From: Stefano Brivio <sbrivio@redhat.com>
To: passt-dev@passt.top
Cc: David Gibson <david@gibson.dropbear.id.au>
Subject: [PATCH v2 2/3] tcp, tcp_splice: Fix port remapping for inbound, spliced connections
Date: Wed, 12 Oct 2022 17:45:53 +0200 [thread overview]
Message-ID: <20221012154554.1650667-3-sbrivio@redhat.com> (raw)
In-Reply-To: <20221012154554.1650667-1-sbrivio@redhat.com>
In pasta mode, when we receive a new inbound connection, we need to
select a socket that was created in the namespace to proceed and
connect() it to its final destination.
The existing condition might pick a wrong socket, though, if the
destination port is remapped, because we'll check the bitmap of
inbound ports using the remapped port (stored in the epoll reference)
as index, and not the original port.
Instead of using the port bitmap for this purpose, store this
information in the epoll reference itself, by adding a new 'outbound'
bit, that's set if the listening socket was created the namespace,
and unset otherwise.
Then, use this bit to pick a socket on the right side.
Suggested-by: David Gibson <david@gibson.dropbear.id.au>
Fixes: 33482d5bf293 ("passt: Add PASTA mode, major rework")
Signed-off-by: Stefano Brivio <sbrivio@redhat.com>
---
v2:
- use a bit in epoll reference to indicate whether a socket is for
inbound or outbound connections, instead of trying (and failing)
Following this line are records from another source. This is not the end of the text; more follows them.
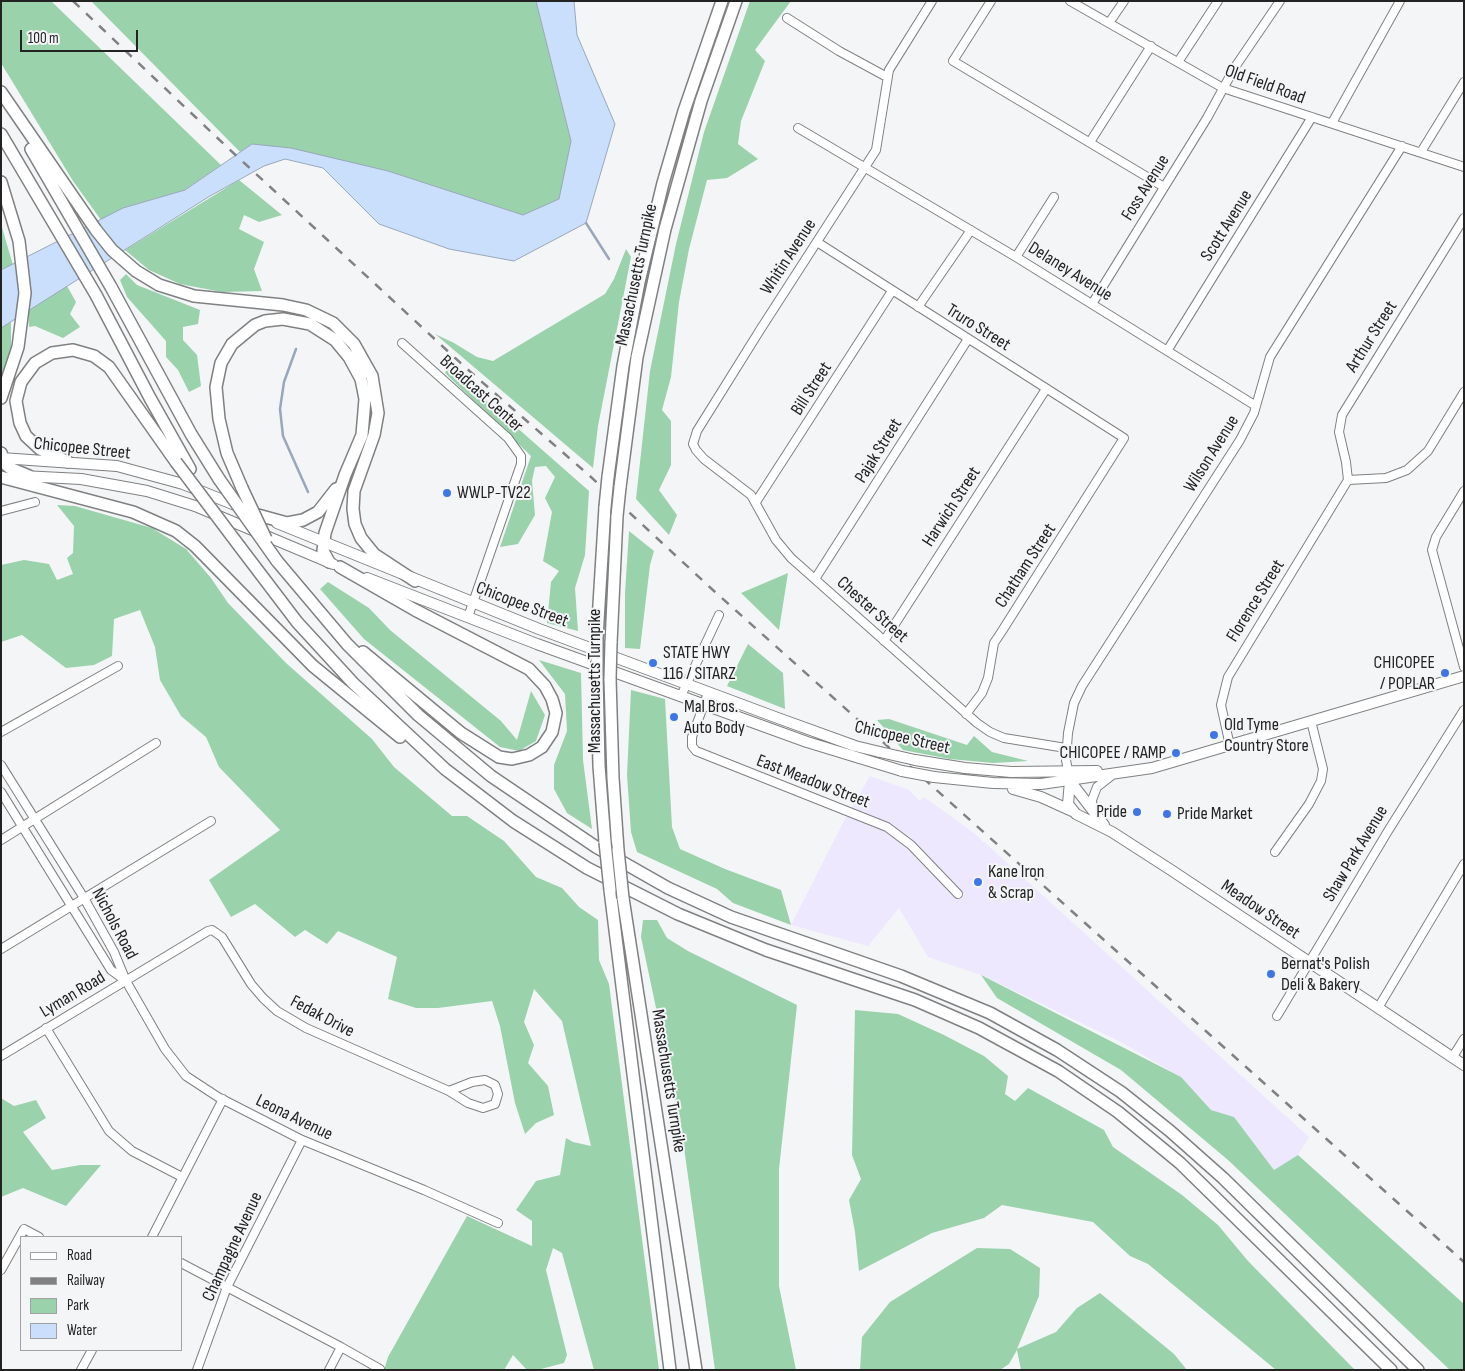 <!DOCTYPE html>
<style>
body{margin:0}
#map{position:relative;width:1465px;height:1371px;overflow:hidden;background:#f4f5f7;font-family:"Sofia Sans Condensed",sans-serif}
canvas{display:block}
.frame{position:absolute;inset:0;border:2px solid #232324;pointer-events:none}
.legend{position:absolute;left:20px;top:1236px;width:162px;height:115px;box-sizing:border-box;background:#f4f5f7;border:1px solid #a0a1a3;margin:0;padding:6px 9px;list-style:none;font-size:15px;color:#232324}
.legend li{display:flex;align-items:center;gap:10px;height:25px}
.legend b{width:25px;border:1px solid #a0a1a3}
.scale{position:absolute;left:20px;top:30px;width:118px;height:22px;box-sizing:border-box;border:2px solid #232324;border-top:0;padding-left:6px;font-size:15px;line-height:18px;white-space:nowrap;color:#232324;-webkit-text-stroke:4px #f4f5f7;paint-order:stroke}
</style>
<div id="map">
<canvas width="1465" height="1371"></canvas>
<div class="frame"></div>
<ul class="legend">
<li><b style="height:6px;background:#fff"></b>Road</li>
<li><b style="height:6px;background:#818183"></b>Railway</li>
<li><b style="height:14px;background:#9ad2ab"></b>Park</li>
<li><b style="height:14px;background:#cadffb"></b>Water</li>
</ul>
<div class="scale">100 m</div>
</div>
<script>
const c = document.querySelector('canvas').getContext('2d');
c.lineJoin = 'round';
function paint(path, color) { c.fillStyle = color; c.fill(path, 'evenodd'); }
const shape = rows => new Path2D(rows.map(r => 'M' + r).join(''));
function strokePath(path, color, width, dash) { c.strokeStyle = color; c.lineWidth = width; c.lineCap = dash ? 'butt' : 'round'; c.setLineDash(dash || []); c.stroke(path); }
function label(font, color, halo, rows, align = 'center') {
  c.font = font + ' "Sofia Sans Condensed",sans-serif'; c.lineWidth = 4; c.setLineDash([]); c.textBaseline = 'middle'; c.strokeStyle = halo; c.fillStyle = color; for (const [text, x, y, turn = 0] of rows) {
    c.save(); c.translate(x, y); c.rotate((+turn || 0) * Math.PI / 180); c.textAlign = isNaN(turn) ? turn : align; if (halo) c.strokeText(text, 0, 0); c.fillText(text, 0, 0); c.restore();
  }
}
paint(shape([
 [870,776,909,790,920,801,924,797,974,833,1309,1137,1298,1155,1274,1170,1234,1117,1211,1110,1180,1077,1123,1043,981,975,928,957,899,908,868,946,791,925,845,819]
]), '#ede8fe');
paint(shape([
 [1,1,51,1,221,165,185,190,123,208,101,220,73,181,1,63],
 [91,1,536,1,571,141,560,199,523,215,388,171,252,144,240,152],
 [750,1,791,1,755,50,765,61,741,121,738,144,758,159,727,178,707,180,689,249,679,302,671,377,662,410,671,421,671,465,659,490,677,515,669,535,636,499,650,371,676,244,704,132],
 [239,180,282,215,259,222,244,215,239,229,264,242,254,269,262,291,222,292,180,284,149,270,125,250],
 [1,224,13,265,1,270],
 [626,249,631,257,598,426,593,468,435,334,454,343,477,357,493,361,605,294,614,279],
 [126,274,137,285,200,310,198,324,183,327,183,340,197,355,201,386,189,392,178,370,166,357,166,341,127,297,120,280],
 [67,286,76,302,70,314,80,327,63,338,35,326,29,327,28,311],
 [11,321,11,352,1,382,1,328],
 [448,367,589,491,585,555,575,588,578,631,547,623,551,582,559,571,543,561,552,512,545,498,555,477,546,466,535,467,532,481,535,515,518,544,500,547,531,456,445,373],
 [57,505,75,506,152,528,186,549,211,578,228,603,286,663,372,739,394,767,452,816,467,816,504,841,536,877,562,888,579,907,598,920,599,960,609,984,659,1370,594,1370,562,1253,553,1248,546,1270,567,1355,564,1363,537,1370,527,1370,513,1355,504,1370,384,1370,388,1357,467,1216,532,1246,532,1221,516,1210,536,1181,560,1175,566,1138,573,1142,591,1146,562,1021,534,989,524,1022,534,1045,528,1063,548,1086,554,1115,536,1123,525,1134,515,1103,500,1026,492,1001,438,1008,416,1008,388,999,397,957,338,931,327,944,305,930,295,937,255,904,231,917,209,880,280,830,219,767,206,737,181,716,160,680,155,647,140,610,114,619,112,656,94,665,66,668,22,635,1,642,1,565,24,560,49,564,57,580,73,574,67,558,73,553,74,526],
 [629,531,654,551,650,565,640,649,625,648,625,593],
 [788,573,779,630,741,593],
 [328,582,369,608,390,630,501,721,517,740,531,691,545,715,536,741,519,751,500,747,364,639,320,589],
 [748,644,783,673,785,709,727,686],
 [539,660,581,673,583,760,592,829,567,813,554,789,554,765,567,731,565,694],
 [631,690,665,699,672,827,680,849,725,869,781,890,791,925,733,903,717,889,637,852,631,832,627,775],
 [889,719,967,745,974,736,992,752,1028,761,993,763,950,759,903,750,877,720],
 [643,920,657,920,667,938,688,951,797,1005,779,1169,779,1286,796,1370,715,1370,681,1126,641,937],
 [981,975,1181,1077,1211,1110,1234,1117,1274,1170,1298,1155,1464,1304,1464,1370,1450,1370,1228,1160,1121,1070,997,998],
 [855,1010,898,1014,944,1035,984,1056,1008,1076,1005,1094,1015,1101,1028,1088,1104,1130,1113,1147,1182,1195,1218,1225,1248,1261,1355,1370,1276,1370,1148,1264,1130,1256,1093,1222,1002,1205,984,1218,932,1233,859,1271,855,1232,849,1200,861,1179,852,1155],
 [1,1098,14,1106,36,1100,46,1118,23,1132,52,1170,80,1165,101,1165,66,1206,23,1188,1,1197],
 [977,1248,1010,1249,1040,1268,1039,1296,1017,1349,1056,1332,1077,1308,1100,1293,1174,1354,1187,1370,1021,1370,1017,1350,1009,1364,1000,1370,860,1370,862,1337,890,1302]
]), '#9ad2ab');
const water = shape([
 [536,1,574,1,577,35,615,124,586,223,514,261,449,249,379,224,323,168,285,159,264,166,210,196,1,328,1,270,123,208,185,190,252,144,291,148,388,171,523,215,559,199,571,141,536,1]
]);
paint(water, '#cadffb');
strokePath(water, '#98a7ba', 1);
strokePath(shape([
 [586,223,609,259],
 [296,349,284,382,280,409,283,436,308,492]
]), '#98a7ba', 2.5);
const minor = shape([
 [932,1,889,70,876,150,760,330,697,431,693,444,696,450,704,459,751,495,776,540,791,558,977,723,990,732,1004,738,1066,748],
 [991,1,953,61,1164,187],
 [1070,1,1223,88,1464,167],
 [787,18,839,51,887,77],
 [1109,23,1124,1],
 [1178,62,1218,1],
 [1332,123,1400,1],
 [798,128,1016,257,1256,406],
 [1090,142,1151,46],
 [1421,152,1464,82],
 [817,242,1124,438,1002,631,994,643,988,678,982,693,966,714],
 [1016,257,1054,197],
 [1092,304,1207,118,1235,67,1280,1],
 [918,307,971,230],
 [402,343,508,438,521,456,521,464,468,617],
 [1167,351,1312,117],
 [1348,480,1346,462,1339,432,1342,415,1464,218],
 [1348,480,1386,478,1407,470,1428,451,1464,392],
 [1464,491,1436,537,1432,550,1464,667],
 [756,502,892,291],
 [1,511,35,502],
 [815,579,968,339],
 [884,641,1046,389],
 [708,693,692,737,692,746,696,751,887,827,911,845,958,894],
 [681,696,719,615],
 [1,732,118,666],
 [1230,746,1221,705,1228,677,1348,480],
 [1,765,84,898,114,952,126,981,165,1049,186,1076,218,1097,302,1140,424,1190,498,1223],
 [1069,776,1066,760,1068,733,1074,703,1082,686,1240,440,1254,413,1270,357,1402,146],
 [1,792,111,970,126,981],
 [1093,811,1092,800,1097,787,1111,776],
 [1,840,156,743],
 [1275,852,1309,804,1321,781,1323,769,1311,721],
 [1,949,211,821],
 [1378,1008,1464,864],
 [1277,1016,1388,831,1464,710],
 [46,1028,109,1131,132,1151,182,1177],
 [1,1056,208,931,212,930,222,937,251,984,263,998,277,1011,306,1028,449,1091,472,1082,485,1080,495,1085,498,1094,495,1104,483,1108,468,1103,449,1091],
 [1452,1058,1464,1039],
 [152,1237,223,1099],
 [181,1263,341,1347,329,1370],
 [1,1270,24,1229,39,1237],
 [341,1347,380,1369],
 [81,1370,92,1350],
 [197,1370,227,1287,302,1140]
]);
const major = shape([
 [1,458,117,466,183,484,240,507],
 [22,476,81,479,147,491,195,506,333,564],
 [277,523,539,629,775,717,855,746,880,752],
 [367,578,537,644,807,742,902,771],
 [915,760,965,768,1011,772,1097,771],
 [934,777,993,783,1041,784,1152,768,1464,676],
 [1070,781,1068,804,1076,814,1112,832,1171,870,1464,1065],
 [1070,781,1104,825],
 [1013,789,1041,797,1072,811]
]);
const highway = shape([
 [1,92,96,230,112,250,136,271,159,285,194,296,283,305,306,310,333,323,354,344,372,376,378,413,374,435,354,491,353,509,355,524,361,538,374,554,415,581],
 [1,134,96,295,150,398,190,469],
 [31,149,111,287,191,434,219,479],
 [1,182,19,241,25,293,18,347,1,398],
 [1,453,5,464,10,468,29,476],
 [68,462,40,449,26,436,20,423,16,401,21,382,35,363,52,353,73,350,94,356,109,367,176,462],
 [1,477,133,512,176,531,195,546,313,666,400,737],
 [608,477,623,366,639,282,663,183,684,111,722,1],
 [620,487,637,357,665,229,701,101,736,1],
 [242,488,227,453,219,419,216,387,221,363,232,344,255,325,265,321,283,319,310,324,335,340,349,357,361,379,365,399,362,435,345,475,325,533,323,551,329,562],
 [258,515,287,523,303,520,318,512,336,489],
 [240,547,297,622,353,683,445,769,513,821,587,868,678,914,766,950,915,1000,979,1028,1058,1071,1118,1112,1180,1163,1391,1370],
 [277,561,347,644,418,715,491,776,596,847,668,888,731,917,901,976,990,1013,1057,1050,1121,1092,1170,1131,1223,1178,1418,1370],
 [340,567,415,610,529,669,545,686,552,699,556,713,552,732,542,747,529,755,512,759,499,757,461,733,363,652],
 [597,637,605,507],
 [611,643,617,516],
 [597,676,599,766,605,842],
 [610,679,613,778,618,850],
 [610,890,670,1370],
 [623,898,696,1370]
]);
strokePath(minor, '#7f8082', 10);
strokePath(major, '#7f8082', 12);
strokePath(highway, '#7f8082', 14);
strokePath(minor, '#fff', 8);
strokePath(major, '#fff', 10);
strokePath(highway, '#fff', 11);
strokePath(shape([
 [73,1,228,148,466,368,591,477,714,591,1464,1262]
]), '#818183', 2.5, [9, 9]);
const majorBridge = shape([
 [880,752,915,760],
 [902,771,934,777]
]);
const highwayBridge = shape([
 [176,462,240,547],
 [219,479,277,561],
 [242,488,266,539],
 [605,507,608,477],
 [617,516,620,487],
 [597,676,597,637],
 [610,679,611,643],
 [605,842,610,890],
 [618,850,623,898]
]);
strokePath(majorBridge, '#7f8082', 12, []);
strokePath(highwayBridge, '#7f8082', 14, []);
strokePath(majorBridge, '#fff', 10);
strokePath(highwayBridge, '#fff', 11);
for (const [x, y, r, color] of [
 [447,493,5,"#3f76e6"],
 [653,663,5,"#3f76e6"],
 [1445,673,5,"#3f76e6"],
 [674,717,5,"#3f76e6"],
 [1214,735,5,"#3f76e6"],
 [1176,753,5,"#3f76e6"],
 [1137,812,5,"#3f76e6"],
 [1167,814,5,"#3f76e6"],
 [978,882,5,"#3f76e6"],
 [1271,974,5,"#3f76e6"]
]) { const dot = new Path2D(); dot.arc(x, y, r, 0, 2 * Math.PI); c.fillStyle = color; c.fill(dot); strokePath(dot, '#f4f5f7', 2); }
label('18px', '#232324', '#f4f5f7', [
 ["Old Field Road",1265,85,20],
 ["Foss Avenue",1146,188,-58],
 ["Scott Avenue",1227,226,-58],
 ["Whitin Avenue",789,257,-57],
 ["Delaney Avenue",1070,272,32],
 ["Massachusetts Turnpike",637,275,-78],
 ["Truro Street",978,328,32],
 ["Arthur Street",1372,337,-58],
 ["Bill Street",812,389,-57],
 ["Broadcast Center",481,394,42],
 ["Chicopee Street",82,449,6],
 ["Pajak Street",879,451,-58],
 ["Wilson Avenue",1212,454,-58],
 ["Harwich Street",952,507,-57],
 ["Chatham Street",1026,566,-57],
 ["Florence Street",1256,601,-58],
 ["Chicopee Street",522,605,21],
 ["Chester Street",872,610,42],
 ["Massachusetts Turnpike",595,681,-90],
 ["Chicopee Street",902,738,13],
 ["East Meadow Street",813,782,21],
 ["Shaw Park Avenue",1356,854,-59],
 ["Meadow Street",1260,910,34],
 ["Nichols Road",114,924,62],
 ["Lyman Road",73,995,-31],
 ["Fedak Drive",322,1017,28],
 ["Massachusetts Turnpike",668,1081,81],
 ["Leona Avenue",294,1118,26],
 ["Champagne Avenue",233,1247,-65]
]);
label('18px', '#232324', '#f4f5f7', [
 ["WWLP-TV22",457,493],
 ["STATE HWY",663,653],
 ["116 / SITARZ",663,674],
 ["CHICOPEE",1435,663,"right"],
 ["/ POPLAR",1435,684,"right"],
 ["Mal Bros.",684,707],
 ["Auto Body",684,728],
 ["Old Tyme",1224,725],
 ["Country Store",1224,746],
 ["CHICOPEE / RAMP",1166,753,"right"],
 ["Pride",1127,812,"right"],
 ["Pride Market",1177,814],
 ["Kane Iron",988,872],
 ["& Scrap",988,893],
 ["Bernat's Polish",1281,964],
 ["Deli & Bakery",1281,985]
], 'left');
</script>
to rebuild that information from maps (David Gibson)
tcp.c | 7 +++----
tcp.h | 2 ++
tcp_splice.c | 20 +++++++++++++-------
3 files changed, 18 insertions(+), 11 deletions(-)
diff --git a/tcp.c b/tcp.c
index 63153b6..0d4ce57 100644
--- a/tcp.c
+++ b/tcp.c
@@ -3084,15 +3084,14 @@ void tcp_sock_handler(struct ctx *c, union epoll_ref ref, uint32_t events,
void tcp_sock_init(const struct ctx *c, int ns, sa_family_t af,
const void *addr, const char *ifname, in_port_t port)
{
- union tcp_epoll_ref tref = { .tcp.listen = 1 };
+ union tcp_epoll_ref tref = { .tcp.listen = 1, .tcp.outbound = ns };
const void *bind_addr;
int s;
- if (ns) {
+ if (ns)
tref.tcp.index = (in_port_t)(port + c->tcp.fwd_out.delta[port]);
- } else {
+ else
tref.tcp.index = (in_port_t)(port + c->tcp.fwd_in.delta[port]);
- }
if (af == AF_INET || af == AF_UNSPEC) {
if (!addr && c->mode == MODE_PASTA)
diff --git a/tcp.h b/tcp.h
index 7ba7ab7..72e7815 100644
--- a/tcp.h
+++ b/tcp.h
@@ -34,6 +34,7 @@ void tcp_update_l2_buf(const unsigned char *eth_d, const unsigned char *eth_s,
* union tcp_epoll_ref - epoll reference portion for TCP connections
* @listen: Set if this file descriptor is a listening socket
* @splice: Set if descriptor is associated to a spliced connection
+ * @outbound: Listening socket maps to outbound, spliced connection
* @v6: Set for IPv6 sockets or connections
* @timer: Reference is a timerfd descriptor for connection
* @index: Index of connection in table, or port for bound sockets
@@ -43,6 +44,7 @@ union tcp_epoll_ref {
struct {
uint32_t listen:1,
splice:1,
+ outbound:1,
v6:1,
timer:1,
index:20;
diff --git a/tcp_splice.c b/tcp_splice.c
index 96c31c8..99c5fa7 100644
--- a/tcp_splice.c
+++ b/tcp_splice.c
@@ -35,6 +35,7 @@
#include <fcntl.h>
#include <limits.h>
#include <stdint.h>
+#include <stdbool.h>
#include <string.h>
#include <time.h>
#include <unistd.h>
@@ -506,19 +507,19 @@ static int tcp_splice_connect_ns(void *arg)
* @c: Execution context
* @conn: Connection pointer
* @port: Destination port, host order
+ * @outbound: Connection request coming from namespace
*
* Return: return code from connect()
*/
static int tcp_splice_new(const struct ctx *c, struct tcp_splice_conn *conn,
- in_port_t port)
+ in_port_t port, int outbound)
{
- struct tcp_splice_connect_ns_arg ns_arg = { c, conn, port, 0 };
int *p, i, s = -1;
- if (bitmap_isset(c->tcp.fwd_in.map, port))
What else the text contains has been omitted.